CHOCTAW — In 1990, David Reid was a pimple-faced teen who strutted through the halls of Choctaw High School wearing jeans and sneakers, focused primarily on getting his diploma and getting out of school.
This week, a youthful 40-year-old Reid returned to his high school and walked confidently down those same hallways. This time he wore slacks and a tie and a pair of freshly polished black dress shoes.
The homecoming marked Reid's first day as principal of his alma mater.
As principal of Choctaw's only high school, he joined 80 teachers in welcoming more than 1,400 students back to class when the Choctaw-Nicoma Park School District launched its new school year. The district has nine schools with an enrollment of 5,500 in kindergarten through grade 12.
Reid was chosen last spring to replace retiring principal Donny Black, who had been principal for 11 years.

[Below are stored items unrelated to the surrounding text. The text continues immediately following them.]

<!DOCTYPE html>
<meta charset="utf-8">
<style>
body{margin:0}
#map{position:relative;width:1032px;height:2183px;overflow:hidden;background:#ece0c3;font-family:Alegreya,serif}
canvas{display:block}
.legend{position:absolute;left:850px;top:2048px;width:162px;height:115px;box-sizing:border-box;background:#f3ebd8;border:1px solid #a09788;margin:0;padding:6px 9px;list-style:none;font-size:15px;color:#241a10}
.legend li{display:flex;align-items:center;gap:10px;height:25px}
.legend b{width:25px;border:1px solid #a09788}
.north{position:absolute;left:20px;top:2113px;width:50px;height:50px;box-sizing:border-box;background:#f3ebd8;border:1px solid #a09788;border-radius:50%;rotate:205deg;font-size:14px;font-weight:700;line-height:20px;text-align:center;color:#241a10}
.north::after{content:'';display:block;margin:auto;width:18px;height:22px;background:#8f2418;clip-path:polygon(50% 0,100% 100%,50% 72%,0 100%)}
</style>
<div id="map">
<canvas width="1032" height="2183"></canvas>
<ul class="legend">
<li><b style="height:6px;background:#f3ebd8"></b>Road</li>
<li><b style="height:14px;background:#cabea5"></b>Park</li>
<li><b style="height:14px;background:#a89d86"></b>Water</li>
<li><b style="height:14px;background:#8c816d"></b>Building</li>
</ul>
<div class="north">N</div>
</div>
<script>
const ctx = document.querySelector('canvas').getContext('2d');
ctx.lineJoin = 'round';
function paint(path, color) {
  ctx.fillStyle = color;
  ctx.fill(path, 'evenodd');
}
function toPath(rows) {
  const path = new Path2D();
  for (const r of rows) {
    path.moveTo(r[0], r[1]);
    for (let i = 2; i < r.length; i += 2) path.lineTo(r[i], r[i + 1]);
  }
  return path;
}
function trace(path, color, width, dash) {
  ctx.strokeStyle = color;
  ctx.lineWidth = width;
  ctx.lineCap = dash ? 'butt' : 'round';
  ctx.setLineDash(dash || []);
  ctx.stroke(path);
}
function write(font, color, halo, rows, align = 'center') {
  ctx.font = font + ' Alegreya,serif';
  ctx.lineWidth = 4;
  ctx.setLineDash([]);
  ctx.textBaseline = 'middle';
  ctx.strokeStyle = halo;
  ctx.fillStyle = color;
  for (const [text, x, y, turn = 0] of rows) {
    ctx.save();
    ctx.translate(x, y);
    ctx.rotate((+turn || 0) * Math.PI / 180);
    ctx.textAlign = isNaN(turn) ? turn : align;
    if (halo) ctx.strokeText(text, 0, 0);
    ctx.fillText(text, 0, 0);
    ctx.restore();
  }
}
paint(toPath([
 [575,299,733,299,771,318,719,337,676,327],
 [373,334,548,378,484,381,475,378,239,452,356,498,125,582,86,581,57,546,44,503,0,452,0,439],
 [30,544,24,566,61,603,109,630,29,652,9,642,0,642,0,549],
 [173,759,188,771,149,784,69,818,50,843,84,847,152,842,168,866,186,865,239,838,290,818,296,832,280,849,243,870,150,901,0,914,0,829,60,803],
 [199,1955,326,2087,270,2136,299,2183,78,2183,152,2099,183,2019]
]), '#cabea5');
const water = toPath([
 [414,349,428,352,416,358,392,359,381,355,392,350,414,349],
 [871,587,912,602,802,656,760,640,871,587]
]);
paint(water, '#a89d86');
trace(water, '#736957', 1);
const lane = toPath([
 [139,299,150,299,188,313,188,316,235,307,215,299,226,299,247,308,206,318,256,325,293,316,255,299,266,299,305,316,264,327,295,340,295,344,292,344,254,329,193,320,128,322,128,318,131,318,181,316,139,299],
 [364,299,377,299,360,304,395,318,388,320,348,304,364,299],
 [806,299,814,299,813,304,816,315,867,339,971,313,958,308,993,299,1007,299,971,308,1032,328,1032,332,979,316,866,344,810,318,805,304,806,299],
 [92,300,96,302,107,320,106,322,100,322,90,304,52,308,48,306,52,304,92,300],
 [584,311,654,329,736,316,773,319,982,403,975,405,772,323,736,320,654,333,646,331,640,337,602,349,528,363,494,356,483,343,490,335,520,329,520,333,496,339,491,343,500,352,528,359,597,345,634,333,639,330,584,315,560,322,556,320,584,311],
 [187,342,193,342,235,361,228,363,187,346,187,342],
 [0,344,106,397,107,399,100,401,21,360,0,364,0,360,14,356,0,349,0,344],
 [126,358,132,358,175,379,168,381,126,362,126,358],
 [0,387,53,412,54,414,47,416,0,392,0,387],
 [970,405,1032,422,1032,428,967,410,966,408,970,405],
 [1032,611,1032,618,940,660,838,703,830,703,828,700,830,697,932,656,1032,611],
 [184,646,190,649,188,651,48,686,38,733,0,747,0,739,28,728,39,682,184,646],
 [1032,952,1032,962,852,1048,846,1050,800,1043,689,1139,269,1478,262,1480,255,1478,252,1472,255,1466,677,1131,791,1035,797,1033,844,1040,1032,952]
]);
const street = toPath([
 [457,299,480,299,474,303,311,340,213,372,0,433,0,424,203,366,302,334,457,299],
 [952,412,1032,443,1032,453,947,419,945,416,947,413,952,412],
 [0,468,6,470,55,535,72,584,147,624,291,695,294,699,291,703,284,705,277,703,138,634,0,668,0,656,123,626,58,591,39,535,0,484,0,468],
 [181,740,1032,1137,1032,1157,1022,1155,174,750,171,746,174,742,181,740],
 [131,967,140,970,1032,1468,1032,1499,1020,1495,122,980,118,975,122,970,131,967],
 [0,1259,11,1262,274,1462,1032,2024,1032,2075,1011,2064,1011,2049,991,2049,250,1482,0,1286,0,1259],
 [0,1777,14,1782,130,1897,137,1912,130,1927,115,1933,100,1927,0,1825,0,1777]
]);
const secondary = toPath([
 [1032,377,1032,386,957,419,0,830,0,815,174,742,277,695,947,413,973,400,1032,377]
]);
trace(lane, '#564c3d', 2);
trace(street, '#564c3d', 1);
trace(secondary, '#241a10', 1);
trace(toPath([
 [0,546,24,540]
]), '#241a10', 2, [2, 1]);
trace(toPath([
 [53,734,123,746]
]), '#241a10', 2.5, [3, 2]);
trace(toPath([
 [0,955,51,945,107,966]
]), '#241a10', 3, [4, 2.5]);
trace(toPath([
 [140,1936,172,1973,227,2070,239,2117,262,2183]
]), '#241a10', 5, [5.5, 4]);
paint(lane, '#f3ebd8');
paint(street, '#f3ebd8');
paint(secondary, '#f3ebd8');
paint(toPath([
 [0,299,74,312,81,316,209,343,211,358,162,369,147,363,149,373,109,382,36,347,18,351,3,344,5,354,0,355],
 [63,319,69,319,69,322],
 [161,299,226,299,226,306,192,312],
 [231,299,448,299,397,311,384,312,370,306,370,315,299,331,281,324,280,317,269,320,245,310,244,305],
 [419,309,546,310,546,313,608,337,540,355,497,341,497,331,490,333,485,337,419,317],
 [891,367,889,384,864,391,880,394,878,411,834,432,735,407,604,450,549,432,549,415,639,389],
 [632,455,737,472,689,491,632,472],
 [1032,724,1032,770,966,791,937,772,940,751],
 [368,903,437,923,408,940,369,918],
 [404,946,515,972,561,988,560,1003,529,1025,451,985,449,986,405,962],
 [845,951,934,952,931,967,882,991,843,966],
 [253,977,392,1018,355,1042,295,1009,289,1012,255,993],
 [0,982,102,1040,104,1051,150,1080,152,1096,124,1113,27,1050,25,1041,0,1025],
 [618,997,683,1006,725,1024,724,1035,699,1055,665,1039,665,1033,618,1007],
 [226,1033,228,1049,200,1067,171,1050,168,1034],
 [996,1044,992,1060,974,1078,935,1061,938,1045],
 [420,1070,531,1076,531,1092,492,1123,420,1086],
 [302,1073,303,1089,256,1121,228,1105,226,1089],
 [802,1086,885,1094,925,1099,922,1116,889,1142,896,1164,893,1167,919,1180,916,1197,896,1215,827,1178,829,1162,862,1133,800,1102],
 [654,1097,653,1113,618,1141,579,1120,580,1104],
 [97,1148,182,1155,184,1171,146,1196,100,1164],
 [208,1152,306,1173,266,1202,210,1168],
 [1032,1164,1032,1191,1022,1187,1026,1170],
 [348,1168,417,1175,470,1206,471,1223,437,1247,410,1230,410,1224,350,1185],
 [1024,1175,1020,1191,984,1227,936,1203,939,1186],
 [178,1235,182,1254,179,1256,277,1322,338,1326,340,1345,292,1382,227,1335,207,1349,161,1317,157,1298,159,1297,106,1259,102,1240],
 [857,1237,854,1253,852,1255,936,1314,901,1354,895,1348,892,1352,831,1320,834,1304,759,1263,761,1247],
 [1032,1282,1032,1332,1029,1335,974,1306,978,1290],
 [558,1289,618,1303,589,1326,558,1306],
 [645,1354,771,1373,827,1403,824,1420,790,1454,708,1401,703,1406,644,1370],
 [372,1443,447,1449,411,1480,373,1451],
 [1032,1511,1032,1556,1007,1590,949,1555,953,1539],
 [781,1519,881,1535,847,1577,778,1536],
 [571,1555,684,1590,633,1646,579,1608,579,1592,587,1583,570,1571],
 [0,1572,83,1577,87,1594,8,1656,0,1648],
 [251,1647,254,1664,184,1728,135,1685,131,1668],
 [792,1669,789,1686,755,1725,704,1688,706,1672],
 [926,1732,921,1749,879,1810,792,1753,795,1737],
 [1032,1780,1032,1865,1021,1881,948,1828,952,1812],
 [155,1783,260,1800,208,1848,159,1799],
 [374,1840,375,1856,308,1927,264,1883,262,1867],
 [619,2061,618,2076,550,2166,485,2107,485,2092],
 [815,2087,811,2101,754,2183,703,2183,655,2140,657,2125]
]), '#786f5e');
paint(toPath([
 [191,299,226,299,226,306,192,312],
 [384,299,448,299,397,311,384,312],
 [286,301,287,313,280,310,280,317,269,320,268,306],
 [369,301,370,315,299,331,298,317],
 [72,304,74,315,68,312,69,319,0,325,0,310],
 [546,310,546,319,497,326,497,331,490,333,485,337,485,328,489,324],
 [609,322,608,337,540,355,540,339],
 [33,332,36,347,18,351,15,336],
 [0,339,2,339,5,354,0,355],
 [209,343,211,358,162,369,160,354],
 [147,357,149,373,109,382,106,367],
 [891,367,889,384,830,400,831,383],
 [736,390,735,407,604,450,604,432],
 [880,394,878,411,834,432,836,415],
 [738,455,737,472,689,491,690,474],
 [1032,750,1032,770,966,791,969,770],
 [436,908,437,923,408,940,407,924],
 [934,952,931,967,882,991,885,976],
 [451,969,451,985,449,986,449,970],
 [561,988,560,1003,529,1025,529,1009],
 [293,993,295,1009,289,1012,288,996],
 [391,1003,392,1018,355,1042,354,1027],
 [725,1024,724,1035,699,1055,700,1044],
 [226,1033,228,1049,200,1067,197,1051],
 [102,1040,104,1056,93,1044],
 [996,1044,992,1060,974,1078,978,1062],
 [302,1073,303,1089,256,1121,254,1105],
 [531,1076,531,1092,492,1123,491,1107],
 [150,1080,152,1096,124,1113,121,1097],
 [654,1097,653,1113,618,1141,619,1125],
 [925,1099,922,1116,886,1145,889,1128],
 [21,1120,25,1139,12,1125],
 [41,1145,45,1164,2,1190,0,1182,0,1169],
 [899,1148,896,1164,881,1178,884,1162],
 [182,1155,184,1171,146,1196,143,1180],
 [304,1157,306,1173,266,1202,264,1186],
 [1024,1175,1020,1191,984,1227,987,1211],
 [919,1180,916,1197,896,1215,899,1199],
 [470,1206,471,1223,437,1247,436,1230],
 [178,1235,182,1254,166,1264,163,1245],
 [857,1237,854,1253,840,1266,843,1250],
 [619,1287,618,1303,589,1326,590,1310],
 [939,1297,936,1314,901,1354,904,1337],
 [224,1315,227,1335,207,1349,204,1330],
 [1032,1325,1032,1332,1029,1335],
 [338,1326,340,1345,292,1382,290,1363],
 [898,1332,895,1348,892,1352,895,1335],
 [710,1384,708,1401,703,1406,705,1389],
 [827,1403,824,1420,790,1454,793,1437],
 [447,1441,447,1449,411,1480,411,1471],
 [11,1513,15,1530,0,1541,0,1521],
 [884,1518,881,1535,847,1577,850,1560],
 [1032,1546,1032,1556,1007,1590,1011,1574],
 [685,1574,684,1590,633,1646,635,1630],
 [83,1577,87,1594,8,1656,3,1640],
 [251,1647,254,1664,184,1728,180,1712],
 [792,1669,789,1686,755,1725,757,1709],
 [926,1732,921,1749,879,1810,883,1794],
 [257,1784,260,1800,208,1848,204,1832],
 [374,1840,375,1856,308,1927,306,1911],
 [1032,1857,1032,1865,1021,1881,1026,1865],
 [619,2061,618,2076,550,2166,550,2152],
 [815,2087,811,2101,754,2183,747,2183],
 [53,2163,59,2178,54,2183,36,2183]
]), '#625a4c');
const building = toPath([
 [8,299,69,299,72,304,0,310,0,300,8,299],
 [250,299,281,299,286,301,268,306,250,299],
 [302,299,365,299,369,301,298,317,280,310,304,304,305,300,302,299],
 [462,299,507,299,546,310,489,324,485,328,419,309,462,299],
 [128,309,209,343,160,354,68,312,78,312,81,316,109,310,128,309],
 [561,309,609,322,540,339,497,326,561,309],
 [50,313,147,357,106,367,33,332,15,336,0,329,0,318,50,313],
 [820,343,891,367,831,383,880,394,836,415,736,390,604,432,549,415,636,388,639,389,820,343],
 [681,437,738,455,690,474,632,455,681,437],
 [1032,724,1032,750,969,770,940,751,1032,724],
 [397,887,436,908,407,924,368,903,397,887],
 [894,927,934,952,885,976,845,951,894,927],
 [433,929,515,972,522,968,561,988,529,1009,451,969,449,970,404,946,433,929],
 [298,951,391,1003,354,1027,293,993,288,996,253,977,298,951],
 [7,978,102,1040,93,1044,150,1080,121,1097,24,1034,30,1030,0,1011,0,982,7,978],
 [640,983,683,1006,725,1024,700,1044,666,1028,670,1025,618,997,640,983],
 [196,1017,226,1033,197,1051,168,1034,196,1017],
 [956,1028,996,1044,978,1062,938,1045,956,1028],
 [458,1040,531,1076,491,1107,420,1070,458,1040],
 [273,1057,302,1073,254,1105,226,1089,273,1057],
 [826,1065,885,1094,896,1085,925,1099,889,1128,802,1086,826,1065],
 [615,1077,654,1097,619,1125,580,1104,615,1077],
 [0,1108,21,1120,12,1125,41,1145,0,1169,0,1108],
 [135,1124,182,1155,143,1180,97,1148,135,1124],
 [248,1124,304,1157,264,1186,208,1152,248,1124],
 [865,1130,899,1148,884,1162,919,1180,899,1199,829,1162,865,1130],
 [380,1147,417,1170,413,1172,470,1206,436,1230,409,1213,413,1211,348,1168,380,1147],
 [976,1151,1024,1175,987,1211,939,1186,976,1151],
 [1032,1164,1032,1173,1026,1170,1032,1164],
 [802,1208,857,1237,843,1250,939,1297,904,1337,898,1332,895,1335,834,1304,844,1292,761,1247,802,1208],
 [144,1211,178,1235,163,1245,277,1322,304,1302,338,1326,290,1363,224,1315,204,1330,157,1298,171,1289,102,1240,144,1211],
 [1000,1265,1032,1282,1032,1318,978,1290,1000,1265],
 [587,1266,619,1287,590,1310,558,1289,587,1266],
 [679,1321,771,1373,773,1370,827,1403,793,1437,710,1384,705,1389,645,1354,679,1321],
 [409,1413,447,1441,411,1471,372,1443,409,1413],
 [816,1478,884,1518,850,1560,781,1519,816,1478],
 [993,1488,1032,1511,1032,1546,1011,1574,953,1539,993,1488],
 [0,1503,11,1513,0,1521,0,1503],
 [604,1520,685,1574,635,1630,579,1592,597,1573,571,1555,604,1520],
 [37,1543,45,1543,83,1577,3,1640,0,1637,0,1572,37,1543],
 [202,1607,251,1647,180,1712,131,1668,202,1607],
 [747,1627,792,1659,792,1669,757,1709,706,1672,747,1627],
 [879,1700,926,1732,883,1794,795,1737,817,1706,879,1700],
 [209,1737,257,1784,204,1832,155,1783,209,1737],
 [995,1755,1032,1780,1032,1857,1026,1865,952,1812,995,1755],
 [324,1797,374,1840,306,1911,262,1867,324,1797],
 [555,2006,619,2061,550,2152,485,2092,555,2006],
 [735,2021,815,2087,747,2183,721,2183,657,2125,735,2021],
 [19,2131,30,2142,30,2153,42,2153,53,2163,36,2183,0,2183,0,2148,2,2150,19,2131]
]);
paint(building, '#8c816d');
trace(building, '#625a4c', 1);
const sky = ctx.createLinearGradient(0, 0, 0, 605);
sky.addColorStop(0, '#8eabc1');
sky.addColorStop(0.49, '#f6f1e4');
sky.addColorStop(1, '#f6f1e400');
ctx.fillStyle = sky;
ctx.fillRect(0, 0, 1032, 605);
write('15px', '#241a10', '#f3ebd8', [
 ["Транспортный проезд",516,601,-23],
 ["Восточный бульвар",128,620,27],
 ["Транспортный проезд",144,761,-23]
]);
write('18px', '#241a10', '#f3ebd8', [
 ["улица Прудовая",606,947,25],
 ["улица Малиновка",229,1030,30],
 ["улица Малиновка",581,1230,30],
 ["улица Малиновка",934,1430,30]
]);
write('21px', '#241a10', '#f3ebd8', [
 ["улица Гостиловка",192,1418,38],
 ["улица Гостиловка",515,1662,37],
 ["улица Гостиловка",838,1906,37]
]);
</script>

It was difficult to determine who was more apprehensive on the first day of school — the students or their new principal.

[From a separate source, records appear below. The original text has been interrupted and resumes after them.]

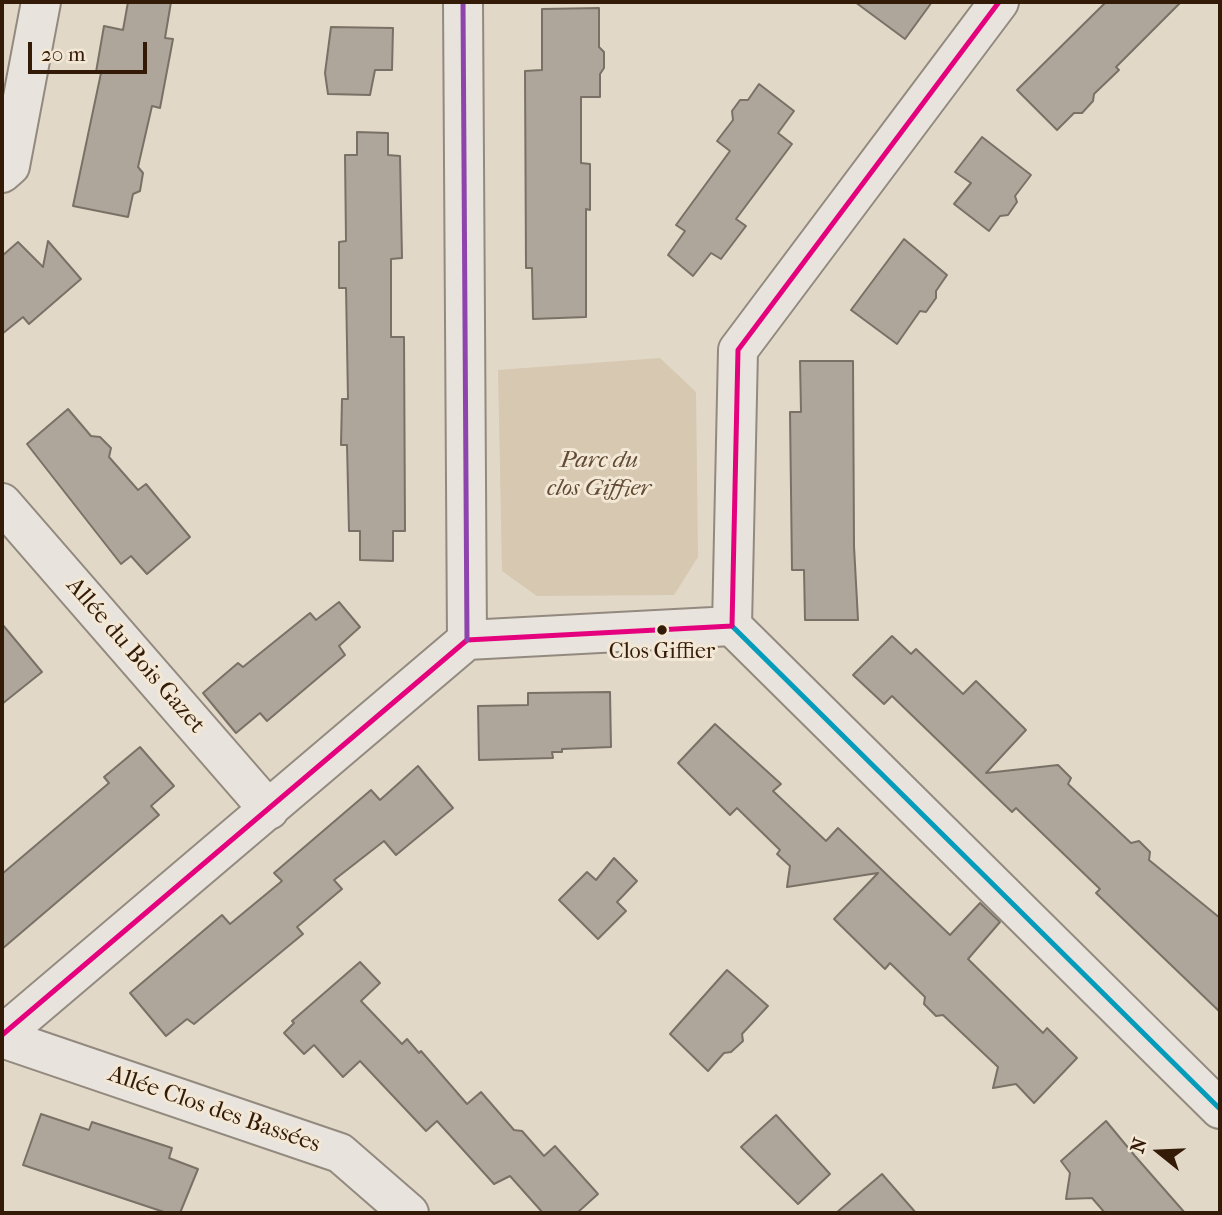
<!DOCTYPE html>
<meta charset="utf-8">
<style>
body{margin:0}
#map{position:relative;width:1222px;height:1215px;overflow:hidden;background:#e2d8c8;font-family:"IM FELL French Canon",serif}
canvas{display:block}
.frame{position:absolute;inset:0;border:4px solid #331b07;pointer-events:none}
.north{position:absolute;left:1124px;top:1117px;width:70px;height:70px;-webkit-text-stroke:5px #f3e8d5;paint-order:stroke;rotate:288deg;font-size:19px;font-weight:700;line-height:28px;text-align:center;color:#331b07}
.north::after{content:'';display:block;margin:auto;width:24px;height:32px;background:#331b07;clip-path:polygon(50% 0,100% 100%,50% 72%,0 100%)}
.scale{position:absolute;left:28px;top:42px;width:119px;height:32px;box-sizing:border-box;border:4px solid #331b07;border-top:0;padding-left:9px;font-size:21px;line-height:24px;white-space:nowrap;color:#331b07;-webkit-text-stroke:5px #f3e8d5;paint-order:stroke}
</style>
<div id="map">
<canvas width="1222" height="1215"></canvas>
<div class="frame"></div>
<div class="north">N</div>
<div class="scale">20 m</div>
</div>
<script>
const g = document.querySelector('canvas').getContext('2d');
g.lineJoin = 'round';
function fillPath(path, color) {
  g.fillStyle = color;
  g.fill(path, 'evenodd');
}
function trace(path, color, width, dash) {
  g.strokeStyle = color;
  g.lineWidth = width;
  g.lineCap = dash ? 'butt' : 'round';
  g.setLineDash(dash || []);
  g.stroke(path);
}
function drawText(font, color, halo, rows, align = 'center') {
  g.font = font + ' "IM FELL French Canon",serif';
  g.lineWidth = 6;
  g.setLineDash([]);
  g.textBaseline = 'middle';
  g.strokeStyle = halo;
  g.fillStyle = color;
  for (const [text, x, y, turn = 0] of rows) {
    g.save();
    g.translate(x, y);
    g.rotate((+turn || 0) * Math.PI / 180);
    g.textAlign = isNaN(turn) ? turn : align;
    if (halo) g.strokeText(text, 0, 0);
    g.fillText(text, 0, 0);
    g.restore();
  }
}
const green = new Path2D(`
 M660,358l36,34 2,165 -24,38 -137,1 -35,-25 -4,-201z`);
const building = new Path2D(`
 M128,2h43l-6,36 8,1 -13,69 -8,-2 -14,61 5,6 -3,18 -7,3 -5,23 -55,-11 28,-133 -5,-1 8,-46 19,4z
 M855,2h77l-27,37z
 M1106,2h75l-65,65 3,3 -25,24 -1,7 -11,12h-8l-17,17 -40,-40z
 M599,8v39l5,5v16l-4,6v23h-19v66l9,1v46l-4,-1v108l-53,2 -1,-51h-6l-1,-197 17,-1v-61z
 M331,27l62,1 -1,42h-17l-5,25 -42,-1 -3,-21z
 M759,84l35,27 -16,22 14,11 -56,75 10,7 -25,33 -10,-6 -18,23 -25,-21 17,-24 -9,-6 54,-74 -13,-10 16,-21 -1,-9 8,-11h8z
 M357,132l31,1v22l12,1 2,102 -11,1v78h13l1,194h-12v30l-33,-1v-29h-11l-2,-86h-6l1,-46h6l-2,-111h-7v-46l7,-1 -1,-86h12z
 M982,137l49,38 -16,21 2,6 -9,13 -8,1 -11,15 -35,-27 17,-21 -16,-11z
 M904,239l43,36 -11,16v7l-10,14 -6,-1 -23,33 -46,-34z
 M48,241l33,38 -52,45 -6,-7 -21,17v-78l16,-14 25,25z
 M800,361h53l1,185 4,74h-53l-1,-50h-12l-2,-158h11z
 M68,409l23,27 9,1 11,11 -2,9 29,33 8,-6 44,53 -43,37 -16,-18 -10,8 -94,-120z
 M339,602l21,25 -21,19 6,9 -78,66 -7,-8 -24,20 -33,-40 35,-30 5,4 67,-54 6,7z
 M2,624l40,48 -40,32z
 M892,636l19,18 5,-5 47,45 13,-13 50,49 -40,43 72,-8 13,13 -3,6 63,59 8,-2 11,11 -1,8 71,58v94l-124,-119 4,-4 -84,-81 -4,4 -120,-116 -8,8 -31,-29z
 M610,692l1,55 -49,2v3h-10l1,6 -74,2 -1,-54 50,-1v-12z
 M715,724l66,60 -8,7 53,50 12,-13 112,107 30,-32 20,19 -32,37 75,74 4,-5 30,30 -43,45 -18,-19 -23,4 5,-21 -55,-52 -7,1 -12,-12 1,-7 -35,-34 -5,6 -51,-50 44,-46 -91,14 3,-21 -13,-12 3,-4 -43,-42 -7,7 -52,-52z
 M140,747l34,39 -23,20 8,9 -157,134v-75l107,-91 -5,-6z
 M418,766l35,42 -57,47 -12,-14 -50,39 8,9 -45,38 6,7 -109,90 -7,-5 -21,17 -36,-43 92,-78 8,9 52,-43 -8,-8 97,-83 9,10z
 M614,858l23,23 -20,21 9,9 -28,28 -39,-39 28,-28 9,8z
 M360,962l20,21 -19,18 41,43 5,-5 12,14 2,-2 46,53 14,-12 33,38 8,1 22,25 11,-10 43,48 -21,19h-34l-33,-37 -16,8 -57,-63 -11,10 -66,-70 -17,16 -29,-32 -10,9 -20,-21 10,-10 -2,-2z
 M727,970l41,36 -26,28 1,7 -12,11 -7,1 -16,18 -38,-37z
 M41,1114l48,16 3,-8 80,26 -3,10 29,11 -18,44h-13l-144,-48z
 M776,1115l54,59 -32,30 -57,-57z
 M1106,1121l29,35 50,57h-80l-13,-15 -26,1 4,-26 -9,-12z
 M882,1174l34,39h-80z`);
const minor = new Path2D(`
 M463,2l4,638
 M2,173l8,-7 31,-164
 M2,503l267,307
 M732,626l488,483
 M2,1035l465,-395 265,-14 6,-276 261,-348
 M2,1038l338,115 69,60`);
const bus1 = new Path2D(`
 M732,626l488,483`);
const bus2 = new Path2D(`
 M2,1035l465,-395 265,-14 6,-276 261,-348`);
const bus3 = new Path2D(`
 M463,2l4,638`);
const markers = [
 [662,630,6,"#331b07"]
];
const busNames = [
 ["Clos Giffier",662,653]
];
const parkNames = [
 ["Parc du",599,461],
 ["clos Giffier",599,489]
];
const streetNames = [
 ["Allée du Bois Gazet",135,656,49],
 ["Allée Clos des Bassées",214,1110,19]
];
fillPath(green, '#d6c8b1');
fillPath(building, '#aea69a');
trace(building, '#7a7166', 2);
trace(minor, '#938a7f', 42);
trace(minor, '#e8e3dc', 38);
trace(bus1, '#059bba', 5);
trace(bus2, '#e5007d', 5);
trace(bus3, '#8e44ad', 5);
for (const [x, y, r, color] of markers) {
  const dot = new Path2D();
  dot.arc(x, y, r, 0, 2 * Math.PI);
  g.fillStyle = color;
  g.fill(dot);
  trace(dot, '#f3e8d5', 2.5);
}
drawText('22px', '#331b07', '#f3e8d5', busNames);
drawText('italic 24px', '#614b35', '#f3e8d5', parkNames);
drawText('24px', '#331b07', '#f3e8d5', streetNames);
</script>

“I was a little nervous this morning,” Reid said.
“Seeing all those students gathered in the front areas of the building, I wasn't sure everyone was going to make it to their classrooms.”
The day went pretty smoothly for Reid and his charges.
“No major crises today,” he said at the end of day one.
He said it had been like “Old Home Week,” reuniting him with former students and fellow teachers he had teamed with during previous assignments in the district. Many of the students offered hugs to Reid as they welcomed him to the high school.
Superintendent Jim McCharen said he is excited about Reid's return to the high school as principal.
Reid has been a teacher and administrator in the district for 18 years. Before his promotion to the high school's top post, he served as principal for nine years at Nicoma Park Middle School.
McCharen said Reid's passion for educating children attracted the attention of administrators a number of years ago and they have followed his teaching career closely.
“Not only is David a veteran teacher in our school system, he's also a product of our school system,” McCharen said.
McCharen said Reid's “relationship with the patrons of our district” couldn't be overlooked. He said Reid fits in well with the goals of the school system as it continues to experience growth.
He referred to Reid as a cutting edge administrator and a leader in instructional technology.
“As a teacher, I learned that not one size fits all,” Reid said. “What works well for one student may not work for another.”
His approach to teaching is “meeting the kids' needs where they are now and helping them expand their horizons.”
He said his dream is to shake the hand of every senior when they walk across the stage to receive their diplomas.